William sat on the board of directors of numerous railway companies between 1845 and 1850: the Champlain and St Lawrence Railroad Company, the Champlain and New York Railroad Company, the Montreal and New York Railroad Company, the Montreal and Champlain Railroad Company, the Lake St Louis and Province Line Railway Company, the St Lawrence and Ottawa Grand Junction Railroad Company, the St Lawrence and Atlantic Railroad Company, and the Grand Trunk Railway Company.

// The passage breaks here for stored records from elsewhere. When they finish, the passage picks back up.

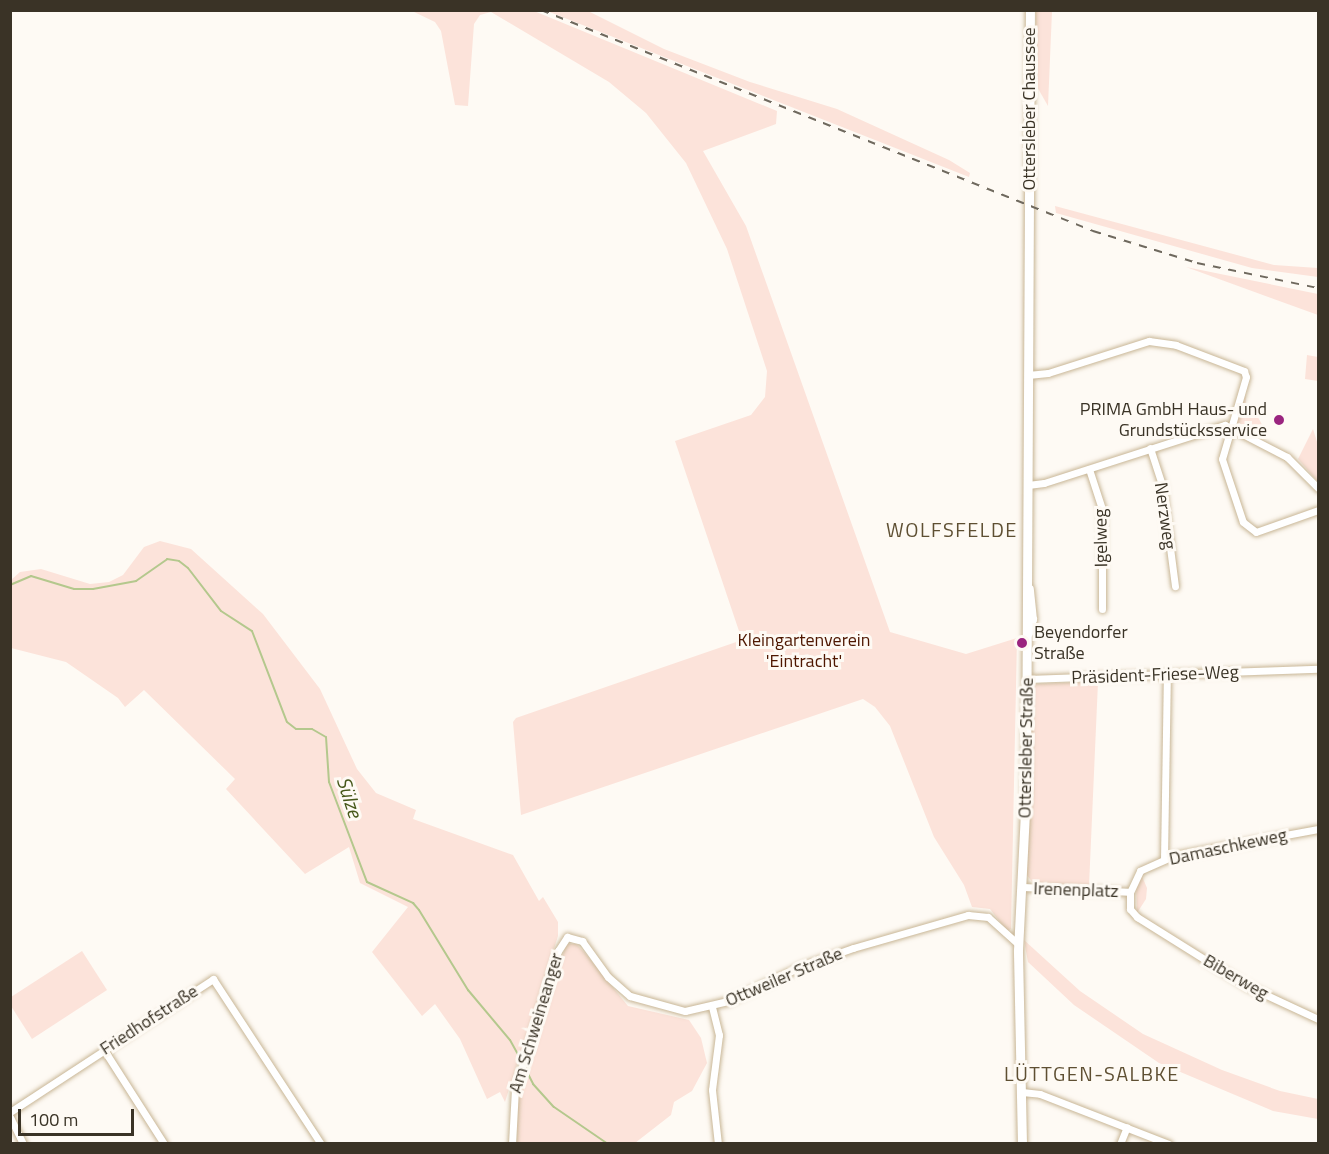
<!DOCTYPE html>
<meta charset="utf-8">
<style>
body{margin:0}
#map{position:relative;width:1329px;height:1154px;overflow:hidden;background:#fefaf4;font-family:"Titillium Web",sans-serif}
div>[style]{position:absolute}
.green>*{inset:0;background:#fce3da}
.stream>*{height:2px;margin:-1px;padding:0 1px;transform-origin:1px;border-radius:1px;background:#b4c88d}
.roads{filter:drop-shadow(0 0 2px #c8b696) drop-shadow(0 0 2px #c8b696)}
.street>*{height:7px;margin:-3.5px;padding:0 3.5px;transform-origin:3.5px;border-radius:3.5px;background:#fff}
.secondary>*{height:9px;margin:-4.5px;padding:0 4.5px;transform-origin:4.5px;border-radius:4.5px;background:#fff}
.rail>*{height:2px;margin-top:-1px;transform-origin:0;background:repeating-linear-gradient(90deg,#6f695e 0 8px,transparent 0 16px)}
.dots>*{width:16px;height:16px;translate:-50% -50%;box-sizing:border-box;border:3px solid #fefaf4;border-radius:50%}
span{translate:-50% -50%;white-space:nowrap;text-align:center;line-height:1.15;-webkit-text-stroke:6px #fefaf4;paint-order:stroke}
.street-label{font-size:18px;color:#3a3326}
.poi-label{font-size:18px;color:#3a3326}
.right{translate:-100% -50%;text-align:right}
.left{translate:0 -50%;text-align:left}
.park-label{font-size:18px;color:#4e1700}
.neighbourhood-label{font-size:20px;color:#5e4f32;letter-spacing:1.5px}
.water-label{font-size:20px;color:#465719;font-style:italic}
.frame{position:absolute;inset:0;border:12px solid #3a3326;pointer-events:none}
.scale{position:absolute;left:18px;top:1109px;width:116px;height:27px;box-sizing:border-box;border:3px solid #3a3326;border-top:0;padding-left:8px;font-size:18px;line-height:21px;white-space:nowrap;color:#3a3326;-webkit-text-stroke:4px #fefaf4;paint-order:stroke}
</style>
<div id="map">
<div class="green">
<div style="clip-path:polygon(412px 11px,534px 11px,777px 111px,776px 124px,703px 151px,746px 226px,890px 632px,966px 654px,1017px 638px,1011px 929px,1007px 931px,990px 909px,972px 907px,964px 885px,934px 837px,890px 726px,875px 707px,863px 699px,521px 815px,513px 722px,516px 718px,742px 640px,675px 441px,751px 415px,765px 397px,767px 371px,727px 249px,686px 163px,646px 113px,609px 82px,491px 12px,480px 15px,474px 24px,468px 106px,455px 105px,441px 31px,435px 22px)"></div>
<div style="clip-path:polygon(547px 11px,588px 11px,664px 49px,750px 82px,837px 109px,949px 160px,970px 173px,969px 177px)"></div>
<div style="clip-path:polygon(1036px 11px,1052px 11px,1048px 106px,1036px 85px)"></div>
<div style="clip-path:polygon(1055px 206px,1274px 265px,1318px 268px,1318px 277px,1252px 268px,1056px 213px)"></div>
<div style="clip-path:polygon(1186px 267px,1318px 294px,1318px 315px,1271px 298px)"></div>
<div style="clip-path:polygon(1307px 355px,1318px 357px,1318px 381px,1305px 379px)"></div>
<div style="clip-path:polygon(1246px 395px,1245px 422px,1246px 410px,1252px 406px,1267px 434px,1263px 437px,1236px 422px)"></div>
<div style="clip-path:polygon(1313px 429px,1318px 445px,1318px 482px,1298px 459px)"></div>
<div style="clip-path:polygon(160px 541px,191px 549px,263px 614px,320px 689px,357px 769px,376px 793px,416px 810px,413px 819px,513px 855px,539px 901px,543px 897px,558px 922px,558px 936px,505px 1102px,500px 1092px,487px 1099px,460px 1039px,435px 1004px,422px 1016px,372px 952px,408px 907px,360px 883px,349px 847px,305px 874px,226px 789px,235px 779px,144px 690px,125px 707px,118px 698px,66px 662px,11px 648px,11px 580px,20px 572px,41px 569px,90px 584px,109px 582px,123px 575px,144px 547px)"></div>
<div style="clip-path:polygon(1098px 682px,1089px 886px,1033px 883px,1026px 874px,1031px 684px)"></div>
<div style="clip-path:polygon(1141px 874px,1147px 888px,1146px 899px,1137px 913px,1136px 882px)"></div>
<div style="clip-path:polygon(1024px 940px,1080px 991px,1143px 1034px,1222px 1070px,1280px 1091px,1318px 1099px,1318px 1119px,1273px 1111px,1159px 1063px,1074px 1005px,1028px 962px)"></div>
<div style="clip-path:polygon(566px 944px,576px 944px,584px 952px,628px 1006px,689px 1020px,701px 1038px,707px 1063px,692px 1091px,674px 1102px,671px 1115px,635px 1143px,517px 1144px,518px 1094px,536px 1053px)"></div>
<div style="clip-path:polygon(82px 951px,107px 990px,32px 1039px,11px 1006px,11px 997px)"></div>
</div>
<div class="stream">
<div style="left:10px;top:585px;width:23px;rotate:-23deg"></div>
<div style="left:31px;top:576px;width:45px;rotate:16.8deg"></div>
<div style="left:74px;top:589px;width:19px"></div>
<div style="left:93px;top:589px;width:44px;rotate:-10.5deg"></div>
<div style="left:136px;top:581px;width:38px;rotate:-35deg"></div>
<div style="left:167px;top:559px;width:12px;rotate:9deg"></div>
<div style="left:179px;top:561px;width:11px;rotate:38deg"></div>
<div style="left:188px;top:568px;width:54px;rotate:52.5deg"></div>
<div style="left:221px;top:611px;width:37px;rotate:33deg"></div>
<div style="left:252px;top:631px;width:97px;rotate:69deg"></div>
<div style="left:287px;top:722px;width:11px;rotate:38deg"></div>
<div style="left:296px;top:729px;width:16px"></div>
<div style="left:312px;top:729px;width:16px;rotate:30deg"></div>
<div style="left:326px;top:737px;width:45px;rotate:86.2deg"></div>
<div style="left:329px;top:782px;width:107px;rotate:69.2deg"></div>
<div style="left:367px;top:882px;width:51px;rotate:24.5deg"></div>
<div style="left:413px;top:903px;width:9px;rotate:49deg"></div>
<div style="left:419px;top:910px;width:94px;rotate:58.5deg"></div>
<div style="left:468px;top:990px;width:65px;rotate:50deg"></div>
<div style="left:510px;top:1040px;width:23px;rotate:61deg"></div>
<div style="left:525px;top:1068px;width:18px;rotate:63deg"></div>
<div style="left:533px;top:1084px;width:31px;rotate:48deg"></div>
<div style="left:554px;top:1107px;width:65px;rotate:34.4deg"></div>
</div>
<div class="roads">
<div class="street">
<div style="left:1028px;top:375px;width:20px;rotate:-6deg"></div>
<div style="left:1048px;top:373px;width:106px;rotate:-17.6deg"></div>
<div style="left:1149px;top:341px;width:27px;rotate:8deg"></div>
<div style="left:1176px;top:345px;width:73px;rotate:20.9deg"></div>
<div style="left:1244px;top:371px;width:6px;rotate:72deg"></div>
<div style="left:1246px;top:377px;width:85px;rotate:106.3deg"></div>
<div style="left:1222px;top:459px;width:66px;rotate:71.6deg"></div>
<div style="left:1243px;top:522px;width:16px;rotate:38deg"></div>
<div style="left:1256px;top:532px;width:66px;rotate:-19.5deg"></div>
<div style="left:1150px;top:448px;width:40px;rotate:72deg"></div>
<div style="left:1162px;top:486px;width:101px;rotate:82.6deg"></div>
<div style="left:1089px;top:469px;width:42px;rotate:72deg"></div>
<div style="left:1102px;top:509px;width:100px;rotate:90deg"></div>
<div style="left:1028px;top:485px;width:16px;rotate:-7deg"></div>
<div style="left:1044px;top:483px;width:190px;rotate:-17.8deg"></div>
<div style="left:1225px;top:425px;width:70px;rotate:27.3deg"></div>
<div style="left:1287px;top:457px;width:44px;rotate:45deg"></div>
<div style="left:1029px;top:633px;width:15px;rotate:-74deg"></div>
<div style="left:1033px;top:619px;width:31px;rotate:-96deg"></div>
<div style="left:1027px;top:679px;width:291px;rotate:-2deg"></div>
<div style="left:1318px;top:829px;width:147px;rotate:169.5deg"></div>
<div style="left:1173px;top:856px;width:36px;rotate:156deg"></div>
<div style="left:1140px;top:871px;width:23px;rotate:115deg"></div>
<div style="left:1130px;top:892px;width:17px;rotate:90deg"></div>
<div style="left:1130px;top:909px;width:11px;rotate:49deg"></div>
<div style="left:1137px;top:917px;width:130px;rotate:32.1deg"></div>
<div style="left:1247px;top:986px;width:78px;rotate:24.9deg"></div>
<div style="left:1164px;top:859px;width:184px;rotate:-89.1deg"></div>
<div style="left:1021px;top:887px;width:109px;rotate:2.6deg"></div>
<div style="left:712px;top:1007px;width:29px;rotate:76deg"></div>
<div style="left:719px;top:1035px;width:55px;rotate:97.3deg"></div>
<div style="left:712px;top:1090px;width:54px;rotate:83.7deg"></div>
<div style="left:104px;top:1050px;width:112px;rotate:57.4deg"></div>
<div style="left:1022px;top:1092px;width:18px;rotate:6deg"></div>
<div style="left:1040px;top:1094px;width:138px;rotate:21.2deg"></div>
<div style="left:10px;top:1112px;width:243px;rotate:-33.2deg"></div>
<div style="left:213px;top:979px;width:197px;rotate:56.8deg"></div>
<div style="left:10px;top:1117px;width:30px;rotate:64deg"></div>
<div style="left:512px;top:1144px;width:55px;rotate:-86.9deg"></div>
<div style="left:515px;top:1089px;width:145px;rotate:-72.7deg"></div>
<div style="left:558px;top:951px;width:17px;rotate:-57deg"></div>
<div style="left:567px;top:937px;width:16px;rotate:15deg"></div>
<div style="left:582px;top:941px;width:44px;rotate:54.2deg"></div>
<div style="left:608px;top:977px;width:29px;rotate:41deg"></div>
<div style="left:630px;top:996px;width:57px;rotate:15.3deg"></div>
<div style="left:685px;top:1011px;width:44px;rotate:-13.1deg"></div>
<div style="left:728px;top:1001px;width:82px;rotate:-25.3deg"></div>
<div style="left:802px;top:966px;width:54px;rotate:-19.4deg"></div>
<div style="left:853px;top:948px;width:120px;rotate:-16deg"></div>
<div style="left:968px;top:915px;width:20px;rotate:6deg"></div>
<div style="left:988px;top:917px;width:40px;rotate:42deg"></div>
<div style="left:1120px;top:1144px;width:18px;rotate:-68deg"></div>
</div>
<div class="secondary">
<div style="left:1022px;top:1144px;width:194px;rotate:-91.2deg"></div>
<div style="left:1018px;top:950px;width:159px;rotate:-87.1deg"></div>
<div style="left:1026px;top:791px;width:781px;rotate:-89.71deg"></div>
</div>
</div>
<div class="rail">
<div style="left:541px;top:10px;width:595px;rotate:21.82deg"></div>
<div style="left:1093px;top:231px;width:109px;rotate:17.1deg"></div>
<div style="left:1197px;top:263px;width:124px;rotate:11.7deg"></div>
</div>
<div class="dots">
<div style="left:1279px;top:420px;background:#9a247f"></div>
<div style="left:1022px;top:643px;background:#9a247f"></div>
</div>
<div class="street-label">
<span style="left:1029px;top:109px;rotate:-90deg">Ottersleber Chaussee</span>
<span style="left:1165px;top:516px;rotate:82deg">Nerzweg</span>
<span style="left:1101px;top:538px;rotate:-91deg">Igelweg</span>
<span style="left:1155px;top:675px;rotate:-2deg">Präsident-Friese-Weg</span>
<span style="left:1026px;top:748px;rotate:-89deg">Ottersleber Straße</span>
<span style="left:1228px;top:847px;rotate:-12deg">Damaschkeweg</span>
<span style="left:1076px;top:890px;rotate:2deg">Irenenplatz</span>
<span style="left:784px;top:977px;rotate:-23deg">Ottweiler Straße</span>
<span style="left:1236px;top:977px;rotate:30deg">Biberweg</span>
<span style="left:149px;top:1020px;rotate:-33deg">Friedhofstraße</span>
<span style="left:536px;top:1023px;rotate:-73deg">Am Schweineanger</span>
</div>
<div class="poi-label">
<span class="right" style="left:1267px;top:420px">PRIMA GmbH Haus- und<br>Grundstücksservice</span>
<span class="left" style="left:1034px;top:643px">Beyendorfer<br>Straße</span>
</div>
<div class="park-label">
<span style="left:804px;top:651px">Kleingartenverein<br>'Eintracht'</span>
</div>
<div class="neighbourhood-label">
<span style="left:952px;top:529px">WOLFSFELDE</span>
<span style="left:1092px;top:1073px">LÜTTGEN-SALBKE</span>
</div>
<div class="water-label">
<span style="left:350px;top:797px;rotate:72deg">Sülze</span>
</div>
<div class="frame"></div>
<div class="scale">100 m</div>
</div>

The distilling works themselves burnt in January 1838, and an interruption of 10 months ensued whilst it was reconstructed. While the old brewery had housed seven 3,500-gallon kettles, the eleven 25,000-gallon containers were placed in the newbuild, which grossed over the next dozen years more than £400,000. In 1844, the brothers purchased from the receivers the Handyside distillery, which was located in the vicinity of their own. The property included cow barns and a piggery, and thus it was that the Molsons engaged in cattle finishing trade, for the which they used their spent grain. At this juncture, the firm employed roughly 75 men, and needed to purchase its grain supplies in Kingston, Picton, Port Hope and other ports in Canada West.
Rye whiskey had become a staple. Packaging in bottles was begun. The partnership between William and Thomas, according to which they managed the brewery, had been fixed to a ten-year term in early 1838, soon after the fire. The brothers Molson agreed to a second contract on 1 July 1848. A break clause was inserted into the new contract, whereby advance written notice was to be given if William decided to exit the brewery. He exercised that clause in 1852, and did exit on 1 July 1853. He was bound to do so if he wished to pursue a career as a banker by the legislation allowing private banks because the 1850 law forbade bankers from pursuing all other trades.

==Molson Bank==
The official historian of the Molson firm writes that as a result of a disagreement with his brother Thomas as to the conduct of their joint distilling enterprise, William withdrew from this Molson family enterprise to establish Molson Bank in association with his brother, John Molson Jr. Founded in 1853 and chartered by the provincial legislature in 1855, it was absorbed by the Bank of Montreal in 1925. William remained its first president until his death and was succeeded by Thomas Molson's son, John Thomas Molson (1837–1910).

==Other varied activities==
William was vice-president of the Montreal and Champlain Railway and a governor of the Montreal General Hospital (1868), being the third Molson to hold that position. Like his brother, he was a generous benefactor of McGill University, where the "William Molson Hall" was named in his honour.

==Family and legacy==
On 7 September 1819, in the Anglican Christ Church, Montreal, Molson married Elizabeth Badgley (1799–1887), daughter of Francis Badgley (merchant) and brother to William Badgley. They had at least two children born at Quebec, one of these was Anne Molson, one of the founders of Montreal Ladies' Educational Association and the first president. The Anne Molson Gold Medal was named after her.

When he died, he had 12 grandchildren. One of his two daughters married John Molson III, who was the son of his brother, and who became the next president of his banking concern.